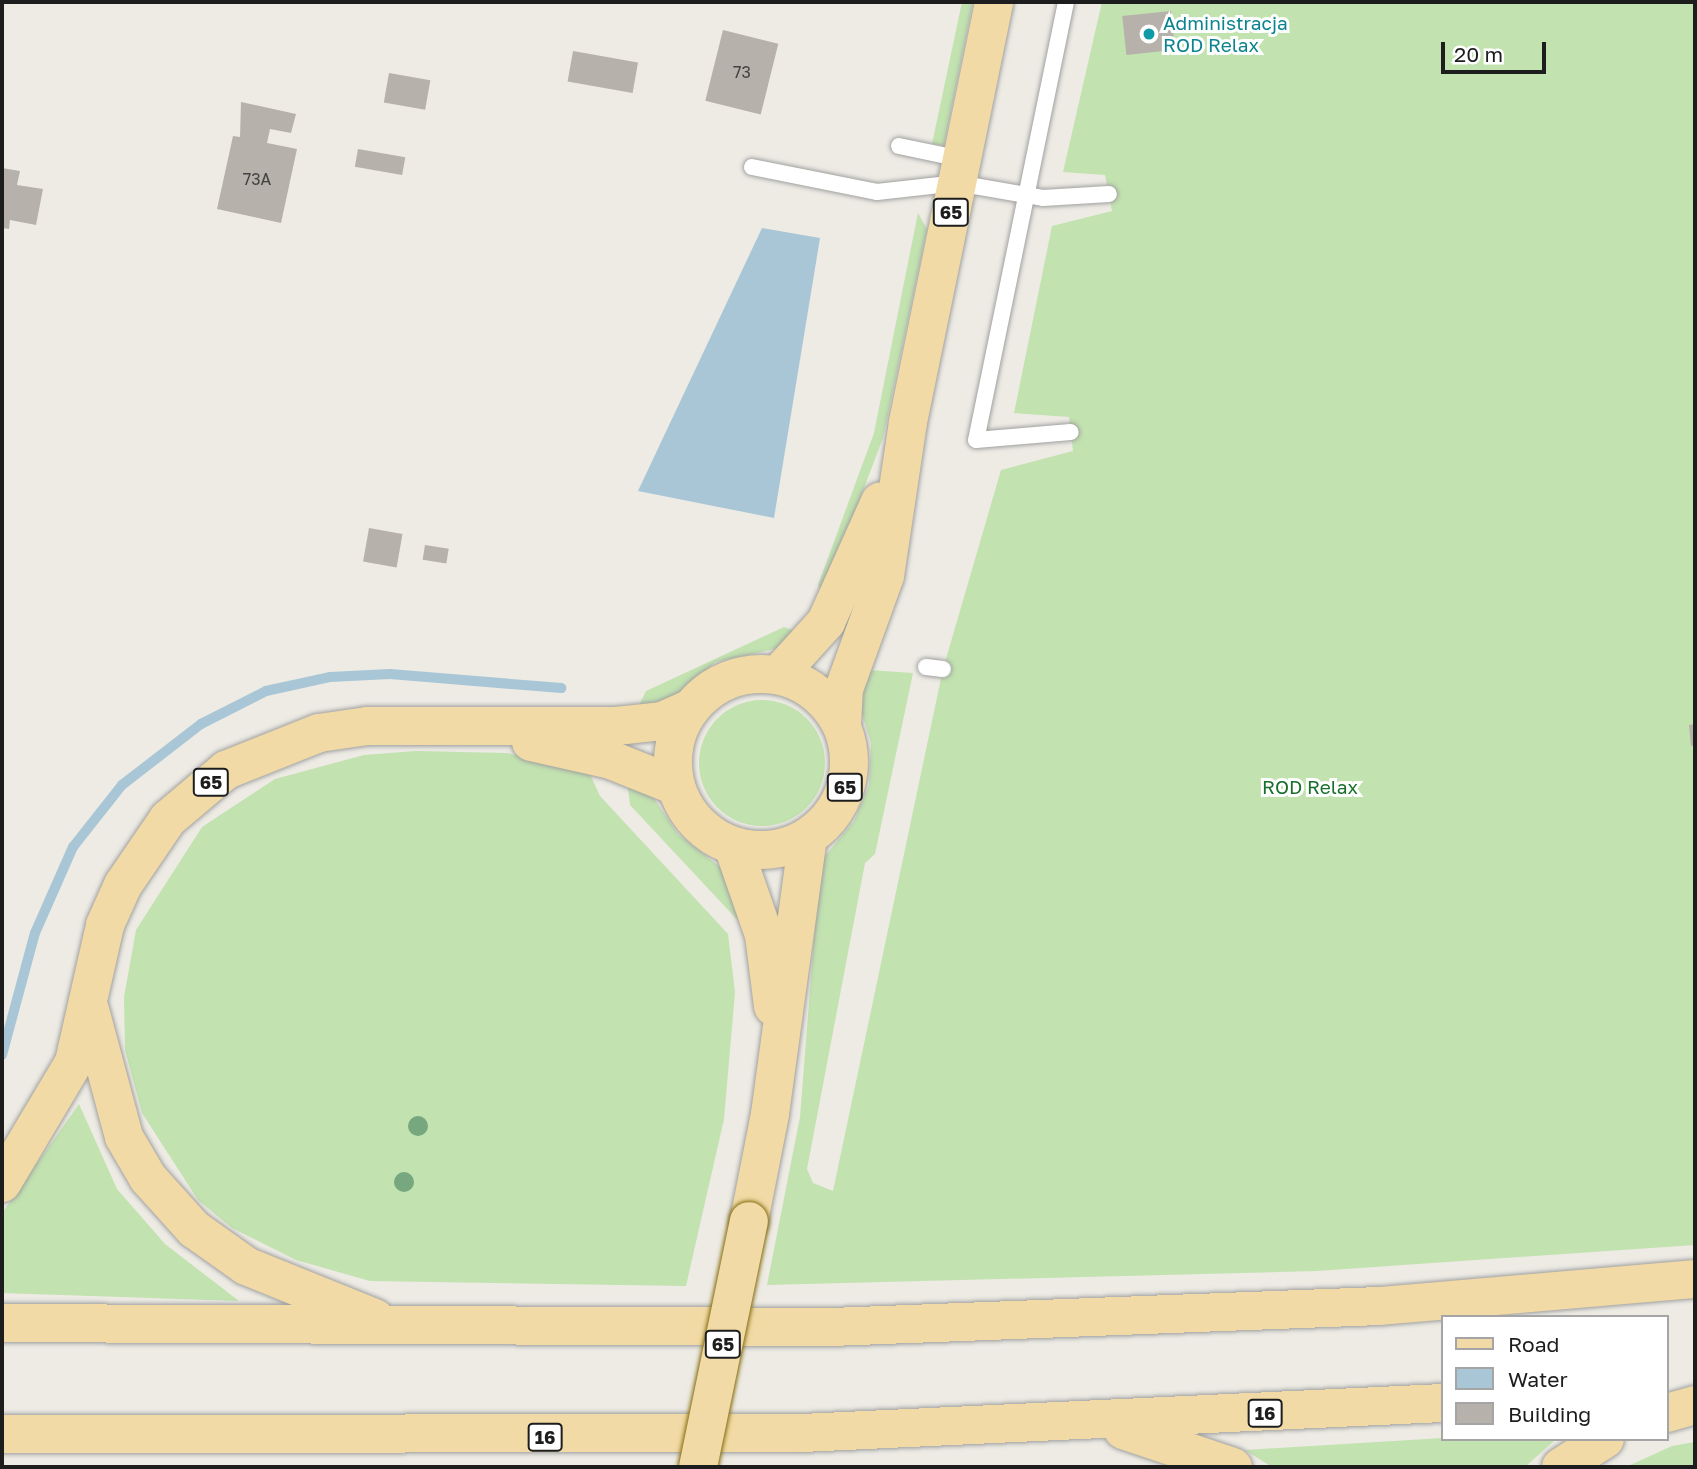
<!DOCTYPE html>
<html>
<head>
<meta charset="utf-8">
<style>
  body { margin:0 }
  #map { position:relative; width:1697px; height:1469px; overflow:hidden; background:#edebe4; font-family:"Golos Text",sans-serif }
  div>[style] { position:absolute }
  .grass>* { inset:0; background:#c2e2b0 }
  .round { border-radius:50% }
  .water>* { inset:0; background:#a9c6d6 }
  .stream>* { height:10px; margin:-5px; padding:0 5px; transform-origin:5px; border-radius:5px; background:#a9c6d6 }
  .building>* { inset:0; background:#b6b1aa; transform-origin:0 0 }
  .roads { filter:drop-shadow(0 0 2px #a1a1a1) drop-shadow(0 0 2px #a1a1a1) }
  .lane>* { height:16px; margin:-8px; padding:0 8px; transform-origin:8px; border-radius:8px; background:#fff }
  .primary>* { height:38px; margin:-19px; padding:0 19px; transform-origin:19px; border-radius:19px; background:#f1daa5 }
  .primary>.ring { margin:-19px; padding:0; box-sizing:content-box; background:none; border:38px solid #f1daa5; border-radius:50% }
  .bridges { filter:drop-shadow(0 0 2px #866e10) drop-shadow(0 0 2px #866e10) }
  .primary-bridge>* { height:38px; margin:-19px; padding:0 19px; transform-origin:19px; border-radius:19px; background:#f1daa5 }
  .trees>* { width:20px; height:20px; margin:-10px; border-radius:50%; background:#77a77e }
  .dots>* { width:19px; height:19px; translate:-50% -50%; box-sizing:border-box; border:4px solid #fff; border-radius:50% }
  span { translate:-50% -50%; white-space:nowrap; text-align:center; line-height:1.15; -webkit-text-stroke:6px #fff; paint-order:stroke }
  .number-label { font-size:16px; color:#434240 }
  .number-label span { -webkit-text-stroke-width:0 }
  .shield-label span { padding:2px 5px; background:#fff; border:2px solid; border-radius:5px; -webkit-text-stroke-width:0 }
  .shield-label { font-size:18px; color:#1d1d1d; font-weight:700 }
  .culture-label { font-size:19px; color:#0d838f }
  .left { translate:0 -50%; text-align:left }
  .park-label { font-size:19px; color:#176f2a }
  .frame { position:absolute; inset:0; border:4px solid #1d1d1d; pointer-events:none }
  .legend { position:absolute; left:1441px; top:1315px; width:228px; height:126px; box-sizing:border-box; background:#fff; border:2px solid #a5a5a5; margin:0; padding:9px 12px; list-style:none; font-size:21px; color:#1d1d1d }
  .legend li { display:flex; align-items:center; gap:14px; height:35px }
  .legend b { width:35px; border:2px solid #a5a5a5 }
  .scale { position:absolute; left:1441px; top:42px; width:105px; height:32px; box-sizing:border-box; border:4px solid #1d1d1d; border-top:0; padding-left:9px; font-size:21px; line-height:24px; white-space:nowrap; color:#1d1d1d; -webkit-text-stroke:5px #fff; paint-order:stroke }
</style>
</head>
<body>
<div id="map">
  <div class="grass">
    <i style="clip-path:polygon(962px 2px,973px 2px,944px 145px,938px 145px,932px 144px)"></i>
    <i style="clip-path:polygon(1102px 2px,1695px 2px,1695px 1245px,1317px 1271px,767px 1285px,800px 1117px,820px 862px,854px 821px,869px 785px,871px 743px,858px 701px,869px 670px,913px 673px,875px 854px,865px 863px,807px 1169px,813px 1183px,833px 1191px,943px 669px,1001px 470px,1073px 451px,1069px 417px,1014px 413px,1052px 226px,1112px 211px,1105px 175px,1063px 172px)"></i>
    <i style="clip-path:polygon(918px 213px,927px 229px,883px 438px,823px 596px,818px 585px,874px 433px)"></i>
    <i style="clip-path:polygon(784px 627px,804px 634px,775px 649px,716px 662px,673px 697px,637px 709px,646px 691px)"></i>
    <i class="round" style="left:699px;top:700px;width:126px;height:126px"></i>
    <i style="clip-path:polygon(416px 751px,507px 753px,589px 772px,600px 796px,728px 934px,735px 992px,724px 1119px,686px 1286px,370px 1281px,296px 1260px,232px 1228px,198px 1200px,142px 1113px,125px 1050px,124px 997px,136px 930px,202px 827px,275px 779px,364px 755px)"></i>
    <i style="clip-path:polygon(627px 779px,647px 788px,678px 834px,725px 871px,745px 928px,630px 805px)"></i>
    <i style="clip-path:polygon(79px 1104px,117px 1189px,165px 1244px,239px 1301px,2px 1293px,2px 1213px)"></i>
    <i style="clip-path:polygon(1443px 1438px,1556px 1439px,1525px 1467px,1272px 1467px,1245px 1450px)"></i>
    <i style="clip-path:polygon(1695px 1442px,1695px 1467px,1626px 1467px,1672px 1446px)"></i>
  </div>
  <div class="water">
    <i style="clip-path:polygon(762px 228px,820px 238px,774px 518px,638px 491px)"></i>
  </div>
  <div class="stream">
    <i style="left:2px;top:1055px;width:126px;rotate:-74.9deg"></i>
    <i style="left:35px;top:933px;width:94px;rotate:-66.2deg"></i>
    <i style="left:73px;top:847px;width:79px;rotate:-51.7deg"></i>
    <i style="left:122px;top:785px;width:100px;rotate:-37.7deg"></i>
    <i style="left:201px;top:724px;width:73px;rotate:-26.9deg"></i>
    <i style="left:266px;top:691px;width:66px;rotate:-12.3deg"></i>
    <i style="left:330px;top:677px;width:60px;rotate:-2.9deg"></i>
    <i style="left:390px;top:674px;width:172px;rotate:4.7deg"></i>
  </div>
  <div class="building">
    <i style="left:1171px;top:11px;width:39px;height:49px;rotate:84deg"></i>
    <i style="left:723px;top:30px;width:57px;height:73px;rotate:14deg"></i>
    <i style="left:573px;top:51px;width:66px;height:31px;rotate:10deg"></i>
    <i style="left:389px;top:73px;width:42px;height:30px;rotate:10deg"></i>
    <i style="clip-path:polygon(241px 102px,296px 114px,291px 133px,270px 129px,267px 143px,297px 149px,281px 223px,217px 209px,233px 136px,240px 137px)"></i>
    <i style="left:358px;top:149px;width:48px;height:18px;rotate:10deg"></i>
    <i style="clip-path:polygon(2px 168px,20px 171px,17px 185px,43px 189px,36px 225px,10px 220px,9px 229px,2px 228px)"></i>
    <i style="left:369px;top:528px;width:34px;height:34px;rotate:10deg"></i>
    <i style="left:425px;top:545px;width:24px;height:15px;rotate:9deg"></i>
    <i style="clip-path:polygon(1695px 724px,1695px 745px,1691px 746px,1689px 725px)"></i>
  </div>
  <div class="roads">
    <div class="lane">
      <i style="left:1066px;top:2px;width:447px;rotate:101.6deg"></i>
      <i style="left:976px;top:440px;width:95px;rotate:-4.8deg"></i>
      <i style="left:899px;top:146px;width:63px;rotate:11.8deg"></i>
      <i style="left:752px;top:167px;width:127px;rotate:11.3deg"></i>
      <i style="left:877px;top:192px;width:81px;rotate:-6.4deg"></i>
      <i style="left:957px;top:183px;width:87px;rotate:9.9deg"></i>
      <i style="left:1043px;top:198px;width:66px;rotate:-3.5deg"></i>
      <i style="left:926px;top:667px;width:17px;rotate:7deg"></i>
    </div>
    <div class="primary">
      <i class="ring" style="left:673px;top:674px;width:138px;height:138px"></i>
      <i style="left:778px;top:675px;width:72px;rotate:-47.8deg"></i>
      <i style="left:826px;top:622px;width:132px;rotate:-65.8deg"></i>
      <i style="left:842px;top:726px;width:37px;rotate:-87deg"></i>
      <i style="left:844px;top:689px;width:120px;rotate:-70.1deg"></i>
      <i style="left:885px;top:576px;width:156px;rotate:-81.5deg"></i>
      <i style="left:908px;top:422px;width:429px;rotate:-78.4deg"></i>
      <i style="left:531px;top:742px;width:82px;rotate:12.7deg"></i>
      <i style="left:611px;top:760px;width:70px;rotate:21.8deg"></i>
      <i style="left:733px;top:846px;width:94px;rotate:70.8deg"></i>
      <i style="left:764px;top:935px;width:72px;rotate:82.8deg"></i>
      <i style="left:90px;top:1010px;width:131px;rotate:75deg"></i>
      <i style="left:124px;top:1137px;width:48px;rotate:59.7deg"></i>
      <i style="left:148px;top:1178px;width:69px;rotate:48deg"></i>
      <i style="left:194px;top:1229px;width:64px;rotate:35.4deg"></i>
      <i style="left:246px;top:1266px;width:139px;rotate:22deg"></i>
      <i style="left:2px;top:1183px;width:141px;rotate:-59.2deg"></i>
      <i style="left:74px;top:1062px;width:140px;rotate:-77.2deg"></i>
      <i style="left:105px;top:925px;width:44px;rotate:-65.8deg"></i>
      <i style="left:123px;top:885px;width:80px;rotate:-55.7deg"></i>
      <i style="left:168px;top:819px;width:76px;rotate:-40.2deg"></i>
      <i style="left:226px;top:770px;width:100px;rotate:-21.7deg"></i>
      <i style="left:319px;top:733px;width:49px;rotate:-8.3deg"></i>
      <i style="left:367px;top:726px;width:249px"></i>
      <i style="left:616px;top:726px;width:46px;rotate:-6.2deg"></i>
      <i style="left:662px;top:721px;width:32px;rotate:-24deg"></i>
      <i style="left:749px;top:1221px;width:109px;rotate:-78.9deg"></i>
      <i style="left:770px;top:1114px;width:280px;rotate:-82.2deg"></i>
      <i style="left:2px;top:1323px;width:829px;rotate:0.28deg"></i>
      <i style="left:831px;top:1327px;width:549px;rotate:-2.19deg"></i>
      <i style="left:1380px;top:1306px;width:316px;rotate:-4.9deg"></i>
      <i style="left:1667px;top:1413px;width:29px;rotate:-16deg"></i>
      <i style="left:1123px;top:1430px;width:116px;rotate:18.6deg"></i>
      <i style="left:2px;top:1434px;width:800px;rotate:-0.07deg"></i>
      <i style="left:802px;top:1433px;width:642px;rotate:-2.68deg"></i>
      <i style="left:1561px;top:1467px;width:52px;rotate:-32.5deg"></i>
    </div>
  </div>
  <div class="bridges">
    <div class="primary-bridge">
      <i style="left:698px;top:1467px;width:251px;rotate:-78.3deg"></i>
    </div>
  </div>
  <div class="trees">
    <i style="left:418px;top:1126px"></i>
    <i style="left:404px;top:1182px"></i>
  </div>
  <div class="dots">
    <i style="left:1149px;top:34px;background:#0f9aa8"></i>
  </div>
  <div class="number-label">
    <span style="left:742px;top:72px">73</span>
    <span style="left:257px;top:179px">73A</span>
  </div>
  <div class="shield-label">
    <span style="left:951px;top:212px">65</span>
    <span style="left:211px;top:782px">65</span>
    <span style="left:845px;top:787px">65</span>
    <span style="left:723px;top:1344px">65</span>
    <span style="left:1265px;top:1413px">16</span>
    <span style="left:545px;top:1437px">16</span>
  </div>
  <div class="culture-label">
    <span class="left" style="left:1163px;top:34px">Administracja<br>ROD Relax</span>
  </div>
  <div class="park-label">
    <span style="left:1310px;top:787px">ROD Relax</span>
  </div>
  <div class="frame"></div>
  <ul class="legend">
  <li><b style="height:9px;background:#f1daa5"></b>Road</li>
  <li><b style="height:19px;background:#a9c6d6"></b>Water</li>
  <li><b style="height:19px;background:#b6b1aa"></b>Building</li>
  </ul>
  <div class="scale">20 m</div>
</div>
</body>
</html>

◆ ◆ ◆ ◆ ◆ ◆ ◆

Transcribe the opening line of the listing above, please, and every line after it through the line with "width:19px; height:19px; translate:-50%", word for word, without pictures.

**ANSWER TO THIS PROBLEM**:
<!DOCTYPE html>
<html>
<head>
<meta charset="utf-8">
<style>
  body { margin:0 }
  #map { position:relative; width:1697px; height:1469px; overflow:hidden; background:#edebe4; font-family:"Golos Text",sans-serif }
  div>[style] { position:absolute }
  .grass>* { inset:0; background:#c2e2b0 }
  .round { border-radius:50% }
  .water>* { inset:0; background:#a9c6d6 }
  .stream>* { height:10px; margin:-5px; padding:0 5px; transform-origin:5px; border-radius:5px; background:#a9c6d6 }
  .building>* { inset:0; background:#b6b1aa; transform-origin:0 0 }
  .roads { filter:drop-shadow(0 0 2px #a1a1a1) drop-shadow(0 0 2px #a1a1a1) }
  .lane>* { height:16px; margin:-8px; padding:0 8px; transform-origin:8px; border-radius:8px; background:#fff }
  .primary>* { height:38px; margin:-19px; padding:0 19px; transform-origin:19px; border-radius:19px; background:#f1daa5 }
  .primary>.ring { margin:-19px; padding:0; box-sizing:content-box; background:none; border:38px solid #f1daa5; border-radius:50% }
  .bridges { filter:drop-shadow(0 0 2px #866e10) drop-shadow(0 0 2px #866e10) }
  .primary-bridge>* { height:38px; margin:-19px; padding:0 19px; transform-origin:19px; border-radius:19px; background:#f1daa5 }
  .trees>* { width:20px; height:20px; margin:-10px; border-radius:50%; background:#77a77e }
  .dots>* { width:19px; height:19px; translate:-50% -50%; box-sizing:border-box; border:4px solid #fff; border-radius:50% }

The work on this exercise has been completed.